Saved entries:

--- --- ---

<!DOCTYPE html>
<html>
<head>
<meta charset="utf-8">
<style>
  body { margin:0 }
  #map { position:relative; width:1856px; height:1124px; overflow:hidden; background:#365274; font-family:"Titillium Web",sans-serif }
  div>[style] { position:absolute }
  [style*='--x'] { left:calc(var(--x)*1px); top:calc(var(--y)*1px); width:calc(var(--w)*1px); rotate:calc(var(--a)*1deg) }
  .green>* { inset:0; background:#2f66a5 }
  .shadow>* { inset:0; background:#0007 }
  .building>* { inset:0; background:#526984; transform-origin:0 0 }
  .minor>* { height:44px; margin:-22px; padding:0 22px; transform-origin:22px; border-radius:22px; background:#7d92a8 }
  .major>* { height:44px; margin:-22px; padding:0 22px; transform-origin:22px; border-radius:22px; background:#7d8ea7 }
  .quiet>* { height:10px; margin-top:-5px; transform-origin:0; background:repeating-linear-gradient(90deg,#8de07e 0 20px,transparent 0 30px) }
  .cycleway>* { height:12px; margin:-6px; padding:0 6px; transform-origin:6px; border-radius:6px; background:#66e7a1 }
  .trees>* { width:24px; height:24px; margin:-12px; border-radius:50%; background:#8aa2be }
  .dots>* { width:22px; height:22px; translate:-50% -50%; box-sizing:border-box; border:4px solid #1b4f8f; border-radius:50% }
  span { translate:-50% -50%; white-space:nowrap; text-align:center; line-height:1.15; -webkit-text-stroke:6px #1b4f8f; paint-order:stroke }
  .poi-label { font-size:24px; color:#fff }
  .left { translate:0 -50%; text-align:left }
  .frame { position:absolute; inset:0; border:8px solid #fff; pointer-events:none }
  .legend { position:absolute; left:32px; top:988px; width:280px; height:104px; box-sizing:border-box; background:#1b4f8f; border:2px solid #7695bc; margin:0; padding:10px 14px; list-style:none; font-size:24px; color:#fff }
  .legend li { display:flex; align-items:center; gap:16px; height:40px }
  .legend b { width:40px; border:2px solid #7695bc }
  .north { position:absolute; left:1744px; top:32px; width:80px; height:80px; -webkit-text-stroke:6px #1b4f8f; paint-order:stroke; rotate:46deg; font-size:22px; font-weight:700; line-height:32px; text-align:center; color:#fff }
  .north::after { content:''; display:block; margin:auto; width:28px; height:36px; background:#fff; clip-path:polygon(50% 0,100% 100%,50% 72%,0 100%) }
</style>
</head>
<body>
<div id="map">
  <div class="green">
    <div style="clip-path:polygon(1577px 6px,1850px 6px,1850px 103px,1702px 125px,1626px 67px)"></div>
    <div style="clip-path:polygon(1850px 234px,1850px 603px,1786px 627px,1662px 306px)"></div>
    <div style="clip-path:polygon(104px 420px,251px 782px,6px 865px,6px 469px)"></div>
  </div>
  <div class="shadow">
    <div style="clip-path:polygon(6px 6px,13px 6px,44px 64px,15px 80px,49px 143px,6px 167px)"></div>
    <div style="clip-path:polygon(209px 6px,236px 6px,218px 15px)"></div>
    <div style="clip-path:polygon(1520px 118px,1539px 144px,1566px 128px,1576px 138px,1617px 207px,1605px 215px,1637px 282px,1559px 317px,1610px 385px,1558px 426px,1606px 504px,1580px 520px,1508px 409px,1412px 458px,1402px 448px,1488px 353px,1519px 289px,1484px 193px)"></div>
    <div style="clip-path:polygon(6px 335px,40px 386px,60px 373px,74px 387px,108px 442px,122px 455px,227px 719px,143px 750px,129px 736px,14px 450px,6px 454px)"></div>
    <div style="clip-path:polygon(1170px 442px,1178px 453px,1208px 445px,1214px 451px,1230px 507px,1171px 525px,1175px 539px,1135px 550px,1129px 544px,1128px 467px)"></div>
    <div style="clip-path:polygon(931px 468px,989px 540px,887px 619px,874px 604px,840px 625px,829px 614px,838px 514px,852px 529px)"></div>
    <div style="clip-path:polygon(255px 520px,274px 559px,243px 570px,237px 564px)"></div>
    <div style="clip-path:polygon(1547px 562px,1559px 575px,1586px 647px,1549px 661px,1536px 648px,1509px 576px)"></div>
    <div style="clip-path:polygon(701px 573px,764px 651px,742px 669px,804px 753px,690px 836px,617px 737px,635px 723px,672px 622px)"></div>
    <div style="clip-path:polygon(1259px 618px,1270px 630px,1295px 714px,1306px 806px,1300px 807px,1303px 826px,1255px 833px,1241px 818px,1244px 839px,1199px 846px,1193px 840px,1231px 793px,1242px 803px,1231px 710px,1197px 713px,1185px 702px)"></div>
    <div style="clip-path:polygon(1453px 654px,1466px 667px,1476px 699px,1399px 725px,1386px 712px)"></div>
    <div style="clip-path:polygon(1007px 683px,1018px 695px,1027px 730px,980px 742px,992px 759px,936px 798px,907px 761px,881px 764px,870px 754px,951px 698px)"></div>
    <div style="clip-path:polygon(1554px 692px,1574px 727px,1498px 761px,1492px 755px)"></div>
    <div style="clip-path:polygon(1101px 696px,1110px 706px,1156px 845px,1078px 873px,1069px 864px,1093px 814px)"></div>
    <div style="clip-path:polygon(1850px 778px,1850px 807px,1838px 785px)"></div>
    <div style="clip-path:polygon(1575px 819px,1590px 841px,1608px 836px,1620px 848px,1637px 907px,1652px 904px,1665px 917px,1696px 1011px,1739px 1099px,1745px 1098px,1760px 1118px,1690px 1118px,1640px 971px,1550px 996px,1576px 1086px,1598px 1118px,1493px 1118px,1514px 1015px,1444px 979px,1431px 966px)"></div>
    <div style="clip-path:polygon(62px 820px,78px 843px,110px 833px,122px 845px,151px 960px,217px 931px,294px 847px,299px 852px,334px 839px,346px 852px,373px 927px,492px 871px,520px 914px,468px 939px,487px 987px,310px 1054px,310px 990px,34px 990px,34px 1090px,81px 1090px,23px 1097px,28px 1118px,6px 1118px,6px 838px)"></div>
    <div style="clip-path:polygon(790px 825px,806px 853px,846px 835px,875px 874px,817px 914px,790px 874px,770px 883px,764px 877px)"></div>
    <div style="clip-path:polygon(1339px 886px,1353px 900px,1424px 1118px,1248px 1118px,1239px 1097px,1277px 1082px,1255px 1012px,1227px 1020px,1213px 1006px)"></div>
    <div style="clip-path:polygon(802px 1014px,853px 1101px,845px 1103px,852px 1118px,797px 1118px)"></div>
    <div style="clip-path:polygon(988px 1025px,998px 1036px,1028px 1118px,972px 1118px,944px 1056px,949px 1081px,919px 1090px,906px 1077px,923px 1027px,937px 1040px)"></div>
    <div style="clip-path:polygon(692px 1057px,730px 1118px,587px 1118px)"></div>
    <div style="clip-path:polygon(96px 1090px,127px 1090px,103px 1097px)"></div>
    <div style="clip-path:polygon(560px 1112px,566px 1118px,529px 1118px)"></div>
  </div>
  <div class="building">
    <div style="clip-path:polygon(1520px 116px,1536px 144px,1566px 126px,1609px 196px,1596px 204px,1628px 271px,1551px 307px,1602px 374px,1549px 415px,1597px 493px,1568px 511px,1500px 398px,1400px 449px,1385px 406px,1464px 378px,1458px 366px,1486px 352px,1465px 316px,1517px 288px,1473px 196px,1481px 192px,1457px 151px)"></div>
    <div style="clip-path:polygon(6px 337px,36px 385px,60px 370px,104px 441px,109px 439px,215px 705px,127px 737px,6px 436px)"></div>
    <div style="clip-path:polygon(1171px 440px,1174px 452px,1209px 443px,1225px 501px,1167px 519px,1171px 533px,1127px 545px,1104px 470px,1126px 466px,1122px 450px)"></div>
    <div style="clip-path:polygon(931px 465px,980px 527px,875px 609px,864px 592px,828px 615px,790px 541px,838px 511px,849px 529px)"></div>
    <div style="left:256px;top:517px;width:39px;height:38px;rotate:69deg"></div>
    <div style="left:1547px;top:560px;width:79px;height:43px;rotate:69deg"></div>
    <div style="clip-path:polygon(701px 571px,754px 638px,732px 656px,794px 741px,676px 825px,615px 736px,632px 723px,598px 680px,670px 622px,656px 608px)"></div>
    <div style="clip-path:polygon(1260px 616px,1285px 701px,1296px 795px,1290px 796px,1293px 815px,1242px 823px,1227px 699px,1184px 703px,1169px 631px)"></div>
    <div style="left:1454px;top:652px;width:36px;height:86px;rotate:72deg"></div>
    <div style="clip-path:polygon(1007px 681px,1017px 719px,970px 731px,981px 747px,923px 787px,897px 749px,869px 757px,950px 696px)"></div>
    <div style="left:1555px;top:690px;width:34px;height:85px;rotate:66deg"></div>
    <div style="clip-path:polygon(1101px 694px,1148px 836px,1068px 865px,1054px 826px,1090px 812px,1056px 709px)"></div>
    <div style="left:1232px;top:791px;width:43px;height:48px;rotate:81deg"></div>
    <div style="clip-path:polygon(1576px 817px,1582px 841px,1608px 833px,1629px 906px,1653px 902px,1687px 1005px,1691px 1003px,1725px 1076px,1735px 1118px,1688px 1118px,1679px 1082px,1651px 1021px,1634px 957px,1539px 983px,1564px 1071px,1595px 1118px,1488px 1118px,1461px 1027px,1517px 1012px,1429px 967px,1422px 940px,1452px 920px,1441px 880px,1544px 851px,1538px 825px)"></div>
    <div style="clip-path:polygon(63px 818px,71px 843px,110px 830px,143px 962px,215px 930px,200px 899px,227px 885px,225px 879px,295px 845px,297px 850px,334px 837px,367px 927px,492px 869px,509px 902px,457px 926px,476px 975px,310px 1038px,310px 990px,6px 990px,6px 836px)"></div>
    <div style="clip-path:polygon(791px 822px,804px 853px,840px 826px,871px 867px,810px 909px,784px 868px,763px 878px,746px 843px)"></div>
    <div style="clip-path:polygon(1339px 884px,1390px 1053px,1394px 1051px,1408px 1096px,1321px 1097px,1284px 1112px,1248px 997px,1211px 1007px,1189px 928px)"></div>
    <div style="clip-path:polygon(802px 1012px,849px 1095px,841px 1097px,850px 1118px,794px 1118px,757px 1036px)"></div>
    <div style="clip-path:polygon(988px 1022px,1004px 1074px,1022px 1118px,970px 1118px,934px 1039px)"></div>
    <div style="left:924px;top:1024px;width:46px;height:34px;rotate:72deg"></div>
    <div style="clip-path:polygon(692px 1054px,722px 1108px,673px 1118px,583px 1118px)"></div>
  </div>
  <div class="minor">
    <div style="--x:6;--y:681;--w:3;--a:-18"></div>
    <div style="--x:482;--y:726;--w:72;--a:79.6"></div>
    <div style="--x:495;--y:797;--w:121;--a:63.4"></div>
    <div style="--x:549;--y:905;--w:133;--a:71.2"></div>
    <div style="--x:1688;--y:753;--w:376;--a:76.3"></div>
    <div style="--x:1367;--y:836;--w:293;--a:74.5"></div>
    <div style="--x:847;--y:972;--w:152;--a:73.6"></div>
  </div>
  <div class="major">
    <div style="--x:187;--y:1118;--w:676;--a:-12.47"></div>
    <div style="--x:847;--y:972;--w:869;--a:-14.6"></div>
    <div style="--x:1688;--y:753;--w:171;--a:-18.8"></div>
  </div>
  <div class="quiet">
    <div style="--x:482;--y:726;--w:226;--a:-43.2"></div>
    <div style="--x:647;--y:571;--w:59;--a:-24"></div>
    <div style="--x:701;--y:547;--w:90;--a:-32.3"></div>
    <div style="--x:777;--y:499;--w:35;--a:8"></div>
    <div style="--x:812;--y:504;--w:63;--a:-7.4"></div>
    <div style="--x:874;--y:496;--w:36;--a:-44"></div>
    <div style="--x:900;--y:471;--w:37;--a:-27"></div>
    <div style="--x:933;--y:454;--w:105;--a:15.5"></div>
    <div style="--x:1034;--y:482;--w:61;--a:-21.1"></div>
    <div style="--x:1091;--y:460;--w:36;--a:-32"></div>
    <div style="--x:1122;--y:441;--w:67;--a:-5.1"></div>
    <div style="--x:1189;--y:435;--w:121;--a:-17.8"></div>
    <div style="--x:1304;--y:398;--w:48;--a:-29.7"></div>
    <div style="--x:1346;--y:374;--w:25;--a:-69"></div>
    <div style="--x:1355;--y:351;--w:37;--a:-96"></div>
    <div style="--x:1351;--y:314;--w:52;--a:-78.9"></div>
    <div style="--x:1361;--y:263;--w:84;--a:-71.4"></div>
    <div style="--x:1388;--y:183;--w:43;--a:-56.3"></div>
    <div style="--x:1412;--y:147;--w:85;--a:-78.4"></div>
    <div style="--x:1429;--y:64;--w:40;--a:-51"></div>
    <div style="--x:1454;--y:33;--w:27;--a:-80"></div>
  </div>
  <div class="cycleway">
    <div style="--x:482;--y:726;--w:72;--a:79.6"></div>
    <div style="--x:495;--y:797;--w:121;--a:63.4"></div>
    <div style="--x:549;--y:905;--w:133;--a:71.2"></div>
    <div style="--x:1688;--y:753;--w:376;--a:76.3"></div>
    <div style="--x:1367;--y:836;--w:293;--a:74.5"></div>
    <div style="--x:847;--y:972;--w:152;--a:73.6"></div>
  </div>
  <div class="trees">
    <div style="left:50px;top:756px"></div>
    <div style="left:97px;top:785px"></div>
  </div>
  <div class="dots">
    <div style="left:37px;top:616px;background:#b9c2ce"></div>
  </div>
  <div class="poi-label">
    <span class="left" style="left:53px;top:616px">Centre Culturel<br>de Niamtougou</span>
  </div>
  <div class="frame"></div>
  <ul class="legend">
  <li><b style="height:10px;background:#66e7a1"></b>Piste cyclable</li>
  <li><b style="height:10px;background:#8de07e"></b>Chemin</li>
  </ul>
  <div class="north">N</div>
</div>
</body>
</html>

--- --- ---

_Description of the task:_ Set the lines down exactly, from the first line of the records to the line where "width:22px; height:22px; translate:-50%" appears, with both ends kept.

_Finished task:_
<!DOCTYPE html>
<html>
<head>
<meta charset="utf-8">
<style>
  body { margin:0 }
  #map { position:relative; width:1856px; height:1124px; overflow:hidden; background:#365274; font-family:"Titillium Web",sans-serif }
  div>[style] { position:absolute }
  [style*='--x'] { left:calc(var(--x)*1px); top:calc(var(--y)*1px); width:calc(var(--w)*1px); rotate:calc(var(--a)*1deg) }
  .green>* { inset:0; background:#2f66a5 }
  .shadow>* { inset:0; background:#0007 }
  .building>* { inset:0; background:#526984; transform-origin:0 0 }
  .minor>* { height:44px; margin:-22px; padding:0 22px; transform-origin:22px; border-radius:22px; background:#7d92a8 }
  .major>* { height:44px; margin:-22px; padding:0 22px; transform-origin:22px; border-radius:22px; background:#7d8ea7 }
  .quiet>* { height:10px; margin-top:-5px; transform-origin:0; background:repeating-linear-gradient(90deg,#8de07e 0 20px,transparent 0 30px) }
  .cycleway>* { height:12px; margin:-6px; padding:0 6px; transform-origin:6px; border-radius:6px; background:#66e7a1 }
  .trees>* { width:24px; height:24px; margin:-12px; border-radius:50%; background:#8aa2be }
  .dots>* { width:22px; height:22px; translate:-50% -50%; box-sizing:border-box; border:4px solid #1b4f8f; border-radius:50% }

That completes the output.